▶ INFORMATION GIVEN:
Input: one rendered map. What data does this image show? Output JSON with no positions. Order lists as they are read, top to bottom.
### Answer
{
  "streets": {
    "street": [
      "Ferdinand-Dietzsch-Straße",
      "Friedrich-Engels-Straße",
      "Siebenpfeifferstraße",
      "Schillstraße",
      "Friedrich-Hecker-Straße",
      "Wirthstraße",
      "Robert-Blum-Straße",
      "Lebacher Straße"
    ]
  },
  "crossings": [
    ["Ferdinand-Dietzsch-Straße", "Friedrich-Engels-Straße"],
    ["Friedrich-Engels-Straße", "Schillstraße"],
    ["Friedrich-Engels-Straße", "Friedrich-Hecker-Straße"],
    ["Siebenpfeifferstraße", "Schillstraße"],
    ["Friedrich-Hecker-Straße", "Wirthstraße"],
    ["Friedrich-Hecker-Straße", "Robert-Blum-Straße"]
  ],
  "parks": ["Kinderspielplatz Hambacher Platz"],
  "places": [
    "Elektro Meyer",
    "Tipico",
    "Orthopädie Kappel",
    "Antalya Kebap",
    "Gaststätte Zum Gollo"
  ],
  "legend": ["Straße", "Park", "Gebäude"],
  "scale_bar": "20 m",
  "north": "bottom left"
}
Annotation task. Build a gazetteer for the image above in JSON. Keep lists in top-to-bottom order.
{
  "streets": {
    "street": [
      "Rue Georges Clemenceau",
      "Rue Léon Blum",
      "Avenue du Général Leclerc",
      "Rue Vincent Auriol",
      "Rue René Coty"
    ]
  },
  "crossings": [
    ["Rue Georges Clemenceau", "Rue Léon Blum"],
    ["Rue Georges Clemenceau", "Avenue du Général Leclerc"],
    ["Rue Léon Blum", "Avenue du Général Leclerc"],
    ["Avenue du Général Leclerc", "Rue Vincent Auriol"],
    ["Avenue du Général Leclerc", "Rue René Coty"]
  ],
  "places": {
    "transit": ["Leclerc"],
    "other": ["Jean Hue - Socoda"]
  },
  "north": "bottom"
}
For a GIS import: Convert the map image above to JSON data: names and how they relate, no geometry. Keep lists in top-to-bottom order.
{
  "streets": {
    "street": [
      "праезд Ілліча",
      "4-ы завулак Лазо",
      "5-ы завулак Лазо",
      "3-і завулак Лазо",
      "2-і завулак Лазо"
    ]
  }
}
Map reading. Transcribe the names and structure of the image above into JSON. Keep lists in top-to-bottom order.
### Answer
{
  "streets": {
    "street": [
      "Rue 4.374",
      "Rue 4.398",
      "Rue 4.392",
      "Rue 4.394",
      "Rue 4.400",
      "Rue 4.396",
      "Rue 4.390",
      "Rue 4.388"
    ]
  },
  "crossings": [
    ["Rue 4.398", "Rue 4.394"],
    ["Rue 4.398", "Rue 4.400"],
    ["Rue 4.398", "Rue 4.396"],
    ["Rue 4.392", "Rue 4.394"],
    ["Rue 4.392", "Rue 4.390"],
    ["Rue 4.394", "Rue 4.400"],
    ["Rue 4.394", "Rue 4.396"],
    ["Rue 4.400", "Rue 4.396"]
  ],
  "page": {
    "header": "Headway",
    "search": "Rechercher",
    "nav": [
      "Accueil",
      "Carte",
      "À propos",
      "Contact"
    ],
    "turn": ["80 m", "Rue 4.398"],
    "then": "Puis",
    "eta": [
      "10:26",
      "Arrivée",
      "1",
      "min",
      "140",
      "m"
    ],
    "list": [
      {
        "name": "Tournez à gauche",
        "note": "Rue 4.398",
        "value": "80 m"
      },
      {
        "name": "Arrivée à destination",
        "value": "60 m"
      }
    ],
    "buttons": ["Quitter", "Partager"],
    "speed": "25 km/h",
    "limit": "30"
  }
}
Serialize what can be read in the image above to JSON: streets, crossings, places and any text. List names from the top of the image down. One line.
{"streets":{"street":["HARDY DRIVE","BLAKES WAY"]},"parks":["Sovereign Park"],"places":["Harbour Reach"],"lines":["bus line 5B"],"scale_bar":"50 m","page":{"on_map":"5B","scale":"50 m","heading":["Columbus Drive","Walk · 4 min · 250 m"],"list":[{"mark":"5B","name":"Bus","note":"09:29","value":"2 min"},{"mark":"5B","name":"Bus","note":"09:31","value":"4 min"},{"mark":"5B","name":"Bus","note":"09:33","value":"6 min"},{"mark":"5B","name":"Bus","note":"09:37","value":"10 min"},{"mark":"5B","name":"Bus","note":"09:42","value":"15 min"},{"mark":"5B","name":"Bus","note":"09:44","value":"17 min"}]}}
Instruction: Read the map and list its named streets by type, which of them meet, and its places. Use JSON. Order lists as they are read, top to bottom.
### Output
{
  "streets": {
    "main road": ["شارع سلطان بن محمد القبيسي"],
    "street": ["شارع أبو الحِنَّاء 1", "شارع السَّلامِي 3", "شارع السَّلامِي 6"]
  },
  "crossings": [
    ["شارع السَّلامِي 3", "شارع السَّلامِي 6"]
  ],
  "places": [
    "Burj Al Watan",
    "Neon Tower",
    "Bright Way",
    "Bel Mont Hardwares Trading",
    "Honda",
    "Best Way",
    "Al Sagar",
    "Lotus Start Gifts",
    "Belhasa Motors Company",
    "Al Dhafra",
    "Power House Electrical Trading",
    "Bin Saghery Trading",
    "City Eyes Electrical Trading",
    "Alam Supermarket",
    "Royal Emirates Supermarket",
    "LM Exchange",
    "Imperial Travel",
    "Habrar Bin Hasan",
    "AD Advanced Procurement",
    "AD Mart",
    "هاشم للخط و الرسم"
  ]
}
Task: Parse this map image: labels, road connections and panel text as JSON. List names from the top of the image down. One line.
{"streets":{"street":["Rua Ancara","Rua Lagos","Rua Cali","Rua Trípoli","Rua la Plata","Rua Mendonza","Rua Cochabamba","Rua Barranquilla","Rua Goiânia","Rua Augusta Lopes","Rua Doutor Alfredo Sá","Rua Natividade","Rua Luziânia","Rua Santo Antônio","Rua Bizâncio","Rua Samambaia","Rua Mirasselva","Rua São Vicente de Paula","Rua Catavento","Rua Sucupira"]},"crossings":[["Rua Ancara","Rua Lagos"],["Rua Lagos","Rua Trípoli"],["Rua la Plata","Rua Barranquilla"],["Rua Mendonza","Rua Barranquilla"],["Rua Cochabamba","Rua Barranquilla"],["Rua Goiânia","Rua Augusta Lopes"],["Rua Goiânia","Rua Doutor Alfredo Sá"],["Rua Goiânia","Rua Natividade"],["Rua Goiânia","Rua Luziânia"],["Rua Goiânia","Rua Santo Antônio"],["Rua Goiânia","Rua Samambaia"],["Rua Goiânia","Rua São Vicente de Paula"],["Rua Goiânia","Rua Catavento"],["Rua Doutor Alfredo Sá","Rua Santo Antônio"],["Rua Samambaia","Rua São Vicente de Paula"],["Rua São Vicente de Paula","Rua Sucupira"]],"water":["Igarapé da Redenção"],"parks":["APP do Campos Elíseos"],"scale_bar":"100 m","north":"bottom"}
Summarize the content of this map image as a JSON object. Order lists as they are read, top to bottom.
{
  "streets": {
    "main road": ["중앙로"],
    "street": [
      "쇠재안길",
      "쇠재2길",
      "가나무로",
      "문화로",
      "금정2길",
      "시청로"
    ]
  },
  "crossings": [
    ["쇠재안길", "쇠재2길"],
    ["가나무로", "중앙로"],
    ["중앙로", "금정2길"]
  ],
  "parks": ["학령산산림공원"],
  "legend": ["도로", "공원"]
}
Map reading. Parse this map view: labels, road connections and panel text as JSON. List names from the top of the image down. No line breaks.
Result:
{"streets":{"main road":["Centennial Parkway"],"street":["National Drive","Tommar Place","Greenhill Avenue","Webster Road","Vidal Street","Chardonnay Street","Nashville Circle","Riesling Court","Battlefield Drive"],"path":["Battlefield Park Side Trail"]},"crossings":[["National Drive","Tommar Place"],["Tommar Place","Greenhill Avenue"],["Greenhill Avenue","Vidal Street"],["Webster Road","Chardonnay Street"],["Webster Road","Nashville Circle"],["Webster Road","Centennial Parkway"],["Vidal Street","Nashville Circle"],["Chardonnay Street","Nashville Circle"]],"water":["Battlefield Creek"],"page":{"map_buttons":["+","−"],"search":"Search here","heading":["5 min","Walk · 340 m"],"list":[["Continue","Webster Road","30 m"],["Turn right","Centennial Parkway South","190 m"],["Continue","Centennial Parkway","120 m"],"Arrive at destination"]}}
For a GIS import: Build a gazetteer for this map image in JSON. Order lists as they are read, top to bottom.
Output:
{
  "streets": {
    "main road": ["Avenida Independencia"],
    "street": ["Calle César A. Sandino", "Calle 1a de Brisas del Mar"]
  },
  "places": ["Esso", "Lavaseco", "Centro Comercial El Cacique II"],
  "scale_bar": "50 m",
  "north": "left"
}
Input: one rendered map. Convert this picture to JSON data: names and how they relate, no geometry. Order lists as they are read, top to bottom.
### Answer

▶ ACTION ITEM: Taking the entries above, print exactly the lines starting at the line with "Summarize the content" and ending at the line with "Map reading. Parse", both included.

▶ SOLUTION TO THIS EXERCISE:
Summarize the content of this map image as a JSON object. Order lists as they are read, top to bottom.
{
  "streets": {
    "main road": ["중앙로"],
    "street": [
      "쇠재안길",
      "쇠재2길",
      "가나무로",
      "문화로",
      "금정2길",
      "시청로"
    ]
  },
  "crossings": [
    ["쇠재안길", "쇠재2길"],
    ["가나무로", "중앙로"],
    ["중앙로", "금정2길"]
  ],
  "parks": ["학령산산림공원"],
  "legend": ["도로", "공원"]
}
Map reading. Parse this map view: labels, road connections and panel text as JSON. List names from the top of the image down. No line breaks.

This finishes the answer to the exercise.